- Born: January 9, 1747 Geneva, Republic of Geneva
- Died: November 21, 1805 (aged 58) Geneva, Léman, French Empire
- Occupations: Lawyer, Prosecutor General, Politician, Writer
- Known for: Lettres africaines (1771), Abolitionist writings
- Parent(s): Jacob Butini Susanne Adrienne Françoise Rocca
- Relatives: Ami Butini (relative)

= Jean-François Butini =

Genevan lawyer, prosecutor general and politician (1747–1805)

Jean-François Butini (9 January 1747 – 21 November 1805) was a Genevan lawyer, prosecutor general, and politician who became notable for his early abolitionist writings. A member of an established Protestant family with numerous local notables, Butini combined a legal and political career with literary pursuits that reflected Enlightenment ideals.

== Early life and education ==
A citizen of the Republic of Geneva, Jean-François Butini was born into an ancient Protestant family that counted numerous local notables among its members. His father, Jacob Butini, was a merchant and member of the Council of Two Hundred, while his mother, Susanne Adrienne Françoise Rocca, was the daughter of a pastor. Butini received his education at the college and then at the Academy of Geneva, where he studied letters and philosophy.

== Career ==
=== Legal profession ===
Butini built his career in the judicial system, becoming a lawyer in 1769. He was appointed prosecutor general twice, in 1782 and 1791. In 1796, he co-authored a draft civil code project, contributing to legal reform efforts in the republic.

=== Political involvement ===
His political career began with his election to the Council of Two Hundred in 1775. Following the Genevan revolution of 1792, Butini served in the National Assembly in 1793, and later held positions in the Committee and Legislative Council in 1794 and 1795. He also served as castellan of Peney in 1777, and subsequently of Saint-Victor and Chapitre in 1779. Historical records indicate that Butini never married and left no descendants.

== Literary work and abolitionist thought ==
=== Lettres africaines ===
In 1771, Butini published an epistolary novel titled Lettres africaines; ou histoire de Phédima et d'Abensar (African Letters; or the story of Phédima and Abensar) in London, distributed in Paris by Nicolas-Augustin Delalain. Long forgotten, this work has recently attracted attention from historians for its early abolitionist themes.

The novel presents a love story between two young people set in an imaginary West African setting, whose destiny is destroyed when they become dehumanized victims of the Atlantic slave trade. The originality of this fiction lies in its incorporation of a detailed plan for the emancipation of enslaved people within the narrative structure.

=== Abolitionist philosophy ===
Butini's abolitionist project, notably developed despite his family connection to Ami Butini, a slave plantation owner, aimed to demonstrate that emancipation would benefit masters, colonial and metropolitan states, as well as the enslaved themselves. His argument centered on practical considerations: liberating enslaved people would prevent revolts that disrupted colonial production and threatened the lives of masters and the minority white population. Emancipated individuals would become faithful defenders of the colonies rather than dangerous enemies.
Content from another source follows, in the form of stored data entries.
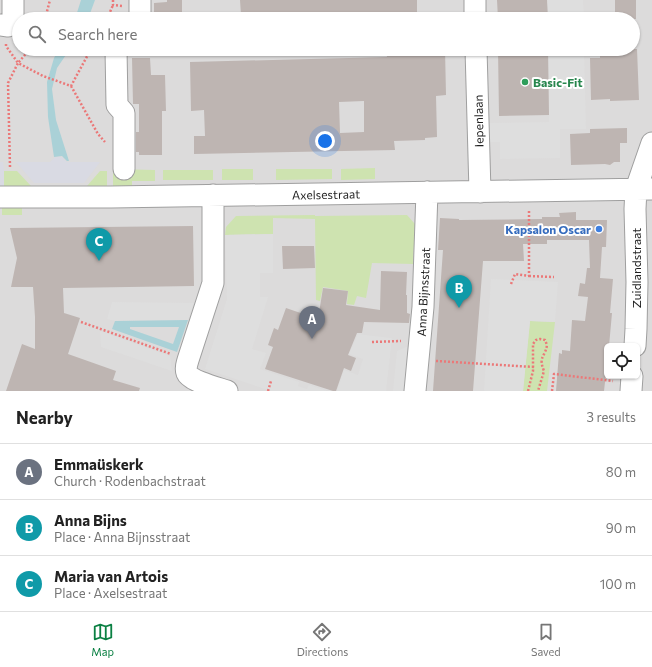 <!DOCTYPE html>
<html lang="en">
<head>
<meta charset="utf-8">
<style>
	body { margin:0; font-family:Commissioner,sans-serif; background:#f6f6f6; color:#222 }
	.controls { position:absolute; right:12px; bottom:12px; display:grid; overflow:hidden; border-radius:6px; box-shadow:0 1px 3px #0004 }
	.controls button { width:36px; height:36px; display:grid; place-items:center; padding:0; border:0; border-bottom:1px solid #e0e0e0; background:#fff; color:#222; font:20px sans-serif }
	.you { position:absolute; left:325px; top:141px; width:14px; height:14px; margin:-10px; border:3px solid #fff; border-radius:50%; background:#1a73e8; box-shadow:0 0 0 6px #1a73e833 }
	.badge { display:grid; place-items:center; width:26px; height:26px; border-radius:50%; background:#0b8043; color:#fff; font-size:13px; font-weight:700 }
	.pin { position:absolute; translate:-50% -33px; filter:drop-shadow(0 1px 2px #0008) }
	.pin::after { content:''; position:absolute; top:21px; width:14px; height:12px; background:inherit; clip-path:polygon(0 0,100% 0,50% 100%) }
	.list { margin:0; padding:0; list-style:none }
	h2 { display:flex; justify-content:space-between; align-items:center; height:52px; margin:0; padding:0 16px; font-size:17px }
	h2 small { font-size:13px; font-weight:400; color:#767676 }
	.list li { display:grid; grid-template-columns:26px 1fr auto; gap:12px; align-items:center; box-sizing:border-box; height:56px; padding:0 16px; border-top:1px solid #e0e0e0 }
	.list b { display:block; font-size:15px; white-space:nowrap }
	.list p { margin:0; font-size:13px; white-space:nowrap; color:#767676 }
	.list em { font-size:13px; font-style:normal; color:#767676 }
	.icon { flex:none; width:22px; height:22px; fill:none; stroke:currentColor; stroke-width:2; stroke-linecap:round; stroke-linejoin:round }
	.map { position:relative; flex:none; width:652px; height:391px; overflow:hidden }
	.search { position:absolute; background:#fff; box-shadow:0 1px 3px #0004; left:12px; right:12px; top:12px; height:44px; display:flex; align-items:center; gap:10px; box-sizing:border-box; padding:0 14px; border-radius:22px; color:#767676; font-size:15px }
	.sheet { height:220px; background:#fff }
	nav { display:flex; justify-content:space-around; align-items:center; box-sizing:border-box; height:56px; border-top:1px solid #e0e0e0; background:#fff; font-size:11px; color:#767676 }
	nav a { display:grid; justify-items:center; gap:2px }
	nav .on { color:#0b8043 }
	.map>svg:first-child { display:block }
	.residential { fill:#dcdbdb; fill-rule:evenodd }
	.grass { fill:#cee3b0 }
	.parking { fill:#dedede }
	.plaza { fill:#d9dae3 }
	.water { fill:#aad1d7; fill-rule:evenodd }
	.building { fill:#beb5b2; fill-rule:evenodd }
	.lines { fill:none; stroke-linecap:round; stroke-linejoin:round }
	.minor-casing { stroke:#9f9f9f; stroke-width:23 }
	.path { stroke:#eb7878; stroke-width:2.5; stroke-dasharray:2 2; stroke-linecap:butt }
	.minor { stroke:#fff; stroke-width:21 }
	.leisure-dot { fill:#2e9e5b; stroke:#fff; stroke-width:1.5 }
	.shop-dot { fill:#3f7fe0; stroke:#fff; stroke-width:1.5 }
	.labels { text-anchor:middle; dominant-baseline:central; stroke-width:4; stroke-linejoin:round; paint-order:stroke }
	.leisure-label { font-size:12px; font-weight:bold; fill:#27864d; stroke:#fff; text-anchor:start }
	.street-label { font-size:12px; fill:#1e1e1e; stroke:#fff }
	.shop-label { font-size:12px; font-weight:bold; fill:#366cbe; stroke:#fff; text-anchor:end }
</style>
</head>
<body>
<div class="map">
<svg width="652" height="391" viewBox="0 0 652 391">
	<rect width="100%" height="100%" fill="#eeeae5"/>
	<path class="residential" d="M0,0H652V391H0ZM19,19H633V49H19ZM607,346H637V376H607Z"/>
	<path class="grass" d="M375,168V179L341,180V169Z
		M113,169L155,170V181H132V188H113Z
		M222,169H253V180H222Z
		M276,169H332V179L276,180Z
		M163,170H213V180H163Z
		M4,171H17L31,186V187H4Z
		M100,171H107V187L87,186Z
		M2,207H22V215H2Z
		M315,215V216L407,215L415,224L413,264L372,263L366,298L357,296L354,305L347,304L348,291L323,287L320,301L316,300L315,219L273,218V234L225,235L226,227L236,216Z
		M530,321L555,322L547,391H523Z"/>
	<path class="parking" d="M547,0H583L584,19H548Z
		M548,49H584L586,129H560V158L500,159V142H488L487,123L549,122Z
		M273,234V273H260V297H268L252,349L266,353L260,369L299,382L298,386L307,389L309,385L327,391H271L205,369L227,299L225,235Z
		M491,279L558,282L555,322L530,321L523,391H484Z
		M112,302H113L194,303L188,320L115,321L107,319Z
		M100,331L170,356L172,371L101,347Z
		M358,334L392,338L386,391H337L344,370L358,375L363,359L349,354Z
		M413,344L408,391H393L397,351Z"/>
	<path class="plaza" d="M55,157H62L67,162H100L84,183H34L16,162H50Z
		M0,162H3L4,171V187L0,188Z"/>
	<path class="water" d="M81,0H95L88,19H75Z
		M59,49H70L57,68L52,89L56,120L69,161H67L62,156L54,157L48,117L47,82L54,58Z
		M188,320L177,352L112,329L115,321ZM130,327H179L173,344L130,329Z"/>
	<path class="building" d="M167,0H182V19H154V3L167,2Z
		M240,0H417V12L241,15Z
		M497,0H547L548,19H498Z
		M615,0H636V19H615Z
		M413,49H445L446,95L436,96L437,137L425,138V140L394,141L395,150L194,154V136H205L204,110L191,111L190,62L387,57L386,50ZM364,101V132L340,133L339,102Z
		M498,49H548L549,115L499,116Z
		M616,49H637L639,100L610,101V99L591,100L590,58H600V52H612V51H616Z
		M132,58H150L151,75H165L166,111H162V155H139V152H136V132H139V104H133Z
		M627,128V143H620V162H614L610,165L605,164L571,165L570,134L590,133V129Z
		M576,212V220H607L606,247H602L600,278L613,279L610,313H612L609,346H607V364L604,391H556L559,353L562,354V350L570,351L572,320L585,321L588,297L578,296L580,283L585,284L587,268H590L589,240H547V244H523L524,261H483L473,391H433L443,250H438L440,218L459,219V220L542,219V217H560L559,213Z
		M193,226L194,286L63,288L64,313L80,318L68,354L116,371L113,380L140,388L139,391H6L22,344L35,349V317L33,287H11L17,258L10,228Z
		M282,246H314L315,268L283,269Z
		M381,271L407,272L406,295H407V313L410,314L409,323L364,322L362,333H357L348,355L356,358L351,371L344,368L336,391H333L265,369L273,347L268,345L274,328L278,330L286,308L318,319L323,288L348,291L346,305L380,310Z"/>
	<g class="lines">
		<g class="minor-casing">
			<path id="minor" d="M140,0V19
				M475,0V19
				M0,25L8,26L13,20V0
				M116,49L117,105L124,113V169
				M476,49L480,192
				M213,195V283L188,360C187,364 185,368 187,373C190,381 218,388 227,391
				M0,197H111L652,189
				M635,346L636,329L637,282L635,209L636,189L652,143
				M415,391L423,307L427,192
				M631,391L632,376"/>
		</g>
		<path class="path" d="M113,0V5L122,6
			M45,19L50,0
			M107,19L113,5
			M6,44V46L18,63L30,49
			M71,86L98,134L105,142
			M10,167L8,83L18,63L43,76L71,86L91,49
			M529,276L554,277
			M511,284L515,274L529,276V210
			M81,322L171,354
			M372,342L401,341
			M436,361L534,367
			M268,391L271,381
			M528,391L533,371V344L536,340L540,339L545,340L547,345C545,358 538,356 544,371L538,391
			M552,391L554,374L613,381"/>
		<use href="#minor" class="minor"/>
	</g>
	<circle class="leisure-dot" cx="525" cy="82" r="4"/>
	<circle class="shop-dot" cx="599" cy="229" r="4"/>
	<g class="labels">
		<g class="leisure-label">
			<text x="533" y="82">Basic-Fit</text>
		</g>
		<g class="street-label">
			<text transform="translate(478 121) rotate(-91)">Iepenlaan</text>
			<text transform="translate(326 194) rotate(-1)">Axelsestraat</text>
			<text transform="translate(636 268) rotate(-90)">Zuidlandstraat</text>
			<text transform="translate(423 292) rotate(-87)">Anna Bijnsstraat</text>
		</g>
		<g class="shop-label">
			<text x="591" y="229">Kapsalon Oscar</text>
		</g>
	</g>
</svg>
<div class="controls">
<button><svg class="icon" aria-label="locate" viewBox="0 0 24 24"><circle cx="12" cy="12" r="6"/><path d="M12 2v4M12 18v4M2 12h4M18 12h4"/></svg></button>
</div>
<div class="you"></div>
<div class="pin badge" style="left:312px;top:339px;background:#6b7280">A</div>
<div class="pin badge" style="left:459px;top:308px;background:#0f9aa8">B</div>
<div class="pin badge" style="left:99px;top:261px;background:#0f9aa8">C</div>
<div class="search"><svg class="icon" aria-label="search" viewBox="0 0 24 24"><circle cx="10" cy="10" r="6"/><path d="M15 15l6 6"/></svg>Search here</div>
</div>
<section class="sheet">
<h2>Nearby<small>3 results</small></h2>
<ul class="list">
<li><span class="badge" style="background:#6b7280">A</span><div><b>Emmaüskerk</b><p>Church · Rodenbachstraat</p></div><em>80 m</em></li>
<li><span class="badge" style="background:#0f9aa8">B</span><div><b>Anna Bijns</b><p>Place · Anna Bijnsstraat</p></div><em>90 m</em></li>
<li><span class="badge" style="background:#0f9aa8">C</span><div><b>Maria van Artois</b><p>Place · Axelsestraat</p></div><em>100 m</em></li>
</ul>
</section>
<nav>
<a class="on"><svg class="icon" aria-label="map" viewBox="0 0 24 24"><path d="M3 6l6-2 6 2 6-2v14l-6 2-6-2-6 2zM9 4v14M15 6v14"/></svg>Map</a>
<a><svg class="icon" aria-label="directions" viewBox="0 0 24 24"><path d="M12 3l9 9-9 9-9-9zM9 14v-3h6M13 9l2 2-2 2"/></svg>Directions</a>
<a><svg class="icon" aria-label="saved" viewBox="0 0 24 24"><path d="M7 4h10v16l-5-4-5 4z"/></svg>Saved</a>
</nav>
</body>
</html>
The economic dimension of his proposal suggested that freed, salaried Black workers would constitute a new market for metropolitan export industries. However, Butini's plan viewed the primary advantage for enslaved people not as gaining freedom or restored human dignity, but as increased life expectancy through reduced mortality rates. This perspective reflected an emancipation viewed through the lens of masters' interests, who would be relieved of the repeated and expensive purchases of captives taken from Africa.

=== Radical and conservative elements ===
Butini's program contained a paradoxical mixture of radicalism and conservatism. Unlike most abolitionists of his era who envisioned a gradual exit from slavery, with future freed people required to purchase their freedom by working several years without compensation for their masters, Butini conceived of abolition as immediate and unconditional. On this point, he was unquestionably ahead of his time.

Conversely, he aligned with the well-populated category of abolitionist defenders of colonialism. He was convinced that to preserve the class advantages that the colonial system reserved for them, white elites had every interest in renouncing part of their absolutism by embracing the abolitionist cause.

== Works ==

- Lettres africaines; ou histoire de Phédima et d'Abensar (1771)
- Projet de code civil, précédé d'un rapport lu au Conseil législatif (with others, 1796)

== Bibliography ==
- Charara, Youmna (ed.): Fictions coloniales du XVIIIe siècle. Ziméo. Lettres africaines. Adonis, ou le bon nègre, anecdote coloniale, 2005, pp. 79–170.
- Etemad, Bouda: De Rousseau à Dunant. La colonisation et l'esclavage vus de Genève, 2022, pp. 20–33.